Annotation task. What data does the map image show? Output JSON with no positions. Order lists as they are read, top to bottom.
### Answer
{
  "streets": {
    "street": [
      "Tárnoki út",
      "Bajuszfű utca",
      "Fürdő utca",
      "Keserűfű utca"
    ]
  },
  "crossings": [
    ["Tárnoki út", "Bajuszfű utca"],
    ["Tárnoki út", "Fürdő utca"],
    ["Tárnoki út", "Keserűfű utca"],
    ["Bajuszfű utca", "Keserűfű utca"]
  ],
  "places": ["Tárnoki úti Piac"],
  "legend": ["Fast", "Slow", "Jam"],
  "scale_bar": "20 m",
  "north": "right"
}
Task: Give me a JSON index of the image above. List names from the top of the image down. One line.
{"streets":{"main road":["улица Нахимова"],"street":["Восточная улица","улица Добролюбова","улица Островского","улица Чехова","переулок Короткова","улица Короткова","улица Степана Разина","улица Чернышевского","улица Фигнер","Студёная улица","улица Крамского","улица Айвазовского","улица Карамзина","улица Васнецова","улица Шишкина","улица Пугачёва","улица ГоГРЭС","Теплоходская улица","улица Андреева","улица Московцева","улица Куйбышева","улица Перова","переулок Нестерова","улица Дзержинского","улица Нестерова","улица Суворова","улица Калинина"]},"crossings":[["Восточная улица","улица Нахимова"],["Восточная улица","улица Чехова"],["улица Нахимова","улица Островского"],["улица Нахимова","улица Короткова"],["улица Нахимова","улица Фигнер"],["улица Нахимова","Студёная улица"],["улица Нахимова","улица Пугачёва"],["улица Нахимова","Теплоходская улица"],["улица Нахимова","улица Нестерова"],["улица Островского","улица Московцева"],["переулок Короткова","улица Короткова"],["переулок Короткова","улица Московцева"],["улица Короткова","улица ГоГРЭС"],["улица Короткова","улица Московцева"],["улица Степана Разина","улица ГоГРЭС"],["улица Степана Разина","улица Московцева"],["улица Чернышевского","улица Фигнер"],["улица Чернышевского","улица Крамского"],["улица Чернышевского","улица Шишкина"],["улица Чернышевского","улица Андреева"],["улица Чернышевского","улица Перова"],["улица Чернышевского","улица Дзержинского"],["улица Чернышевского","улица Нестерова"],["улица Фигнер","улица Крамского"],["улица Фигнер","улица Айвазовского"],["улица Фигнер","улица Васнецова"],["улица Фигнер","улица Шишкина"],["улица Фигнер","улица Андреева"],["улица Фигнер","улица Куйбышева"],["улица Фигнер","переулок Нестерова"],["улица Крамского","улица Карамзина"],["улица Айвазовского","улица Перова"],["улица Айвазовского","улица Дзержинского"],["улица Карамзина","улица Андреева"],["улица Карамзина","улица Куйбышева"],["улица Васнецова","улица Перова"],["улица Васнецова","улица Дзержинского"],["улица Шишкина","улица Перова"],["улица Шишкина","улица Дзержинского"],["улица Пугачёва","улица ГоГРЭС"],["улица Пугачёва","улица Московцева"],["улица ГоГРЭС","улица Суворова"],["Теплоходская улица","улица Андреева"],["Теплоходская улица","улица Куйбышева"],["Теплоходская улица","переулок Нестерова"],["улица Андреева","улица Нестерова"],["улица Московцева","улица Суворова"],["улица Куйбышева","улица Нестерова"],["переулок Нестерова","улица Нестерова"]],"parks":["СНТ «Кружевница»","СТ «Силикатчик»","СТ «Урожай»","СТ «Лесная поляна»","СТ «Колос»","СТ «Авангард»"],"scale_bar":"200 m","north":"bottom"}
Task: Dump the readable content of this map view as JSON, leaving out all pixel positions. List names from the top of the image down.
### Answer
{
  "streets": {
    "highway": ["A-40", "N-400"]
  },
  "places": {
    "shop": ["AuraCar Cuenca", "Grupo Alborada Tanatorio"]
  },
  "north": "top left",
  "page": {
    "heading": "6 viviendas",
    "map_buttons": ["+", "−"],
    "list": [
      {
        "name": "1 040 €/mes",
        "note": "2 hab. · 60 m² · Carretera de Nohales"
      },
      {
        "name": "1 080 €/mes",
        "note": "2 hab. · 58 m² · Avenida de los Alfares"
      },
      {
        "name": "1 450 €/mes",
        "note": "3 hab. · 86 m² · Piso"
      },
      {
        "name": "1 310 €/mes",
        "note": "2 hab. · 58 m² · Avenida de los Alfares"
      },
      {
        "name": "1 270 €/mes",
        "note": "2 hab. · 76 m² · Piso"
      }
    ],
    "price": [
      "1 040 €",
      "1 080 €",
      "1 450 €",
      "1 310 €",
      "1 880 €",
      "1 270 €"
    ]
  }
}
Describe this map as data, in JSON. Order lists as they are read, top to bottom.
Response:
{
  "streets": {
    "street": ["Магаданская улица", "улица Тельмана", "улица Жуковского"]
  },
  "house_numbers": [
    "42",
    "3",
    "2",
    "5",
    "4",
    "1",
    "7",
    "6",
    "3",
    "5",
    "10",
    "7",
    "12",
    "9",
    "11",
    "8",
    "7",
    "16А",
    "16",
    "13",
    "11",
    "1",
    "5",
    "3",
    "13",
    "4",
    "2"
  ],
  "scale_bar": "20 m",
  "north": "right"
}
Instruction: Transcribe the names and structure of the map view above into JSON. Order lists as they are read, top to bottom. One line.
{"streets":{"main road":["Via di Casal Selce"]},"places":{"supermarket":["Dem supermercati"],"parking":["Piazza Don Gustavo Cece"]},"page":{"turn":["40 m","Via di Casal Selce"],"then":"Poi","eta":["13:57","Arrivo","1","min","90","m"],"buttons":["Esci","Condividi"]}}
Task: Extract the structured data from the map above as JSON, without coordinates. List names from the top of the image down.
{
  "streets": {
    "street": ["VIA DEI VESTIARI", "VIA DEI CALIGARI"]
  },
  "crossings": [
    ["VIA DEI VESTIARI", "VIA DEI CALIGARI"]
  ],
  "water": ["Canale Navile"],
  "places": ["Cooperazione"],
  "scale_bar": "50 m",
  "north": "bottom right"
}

────

- **Your objective**:
In the entries above, find the line containing "Task: Extract the". Set down that line and every line after it through the last one, exactly and alone.

- **Reply**:
Task: Extract the structured data from the map above as JSON, without coordinates. List names from the top of the image down.
{
  "streets": {
    "street": ["VIA DEI VESTIARI", "VIA DEI CALIGARI"]
  },
  "crossings": [
    ["VIA DEI VESTIARI", "VIA DEI CALIGARI"]
  ],
  "water": ["Canale Navile"],
  "places": ["Cooperazione"],
  "scale_bar": "50 m",
  "north": "bottom right"
}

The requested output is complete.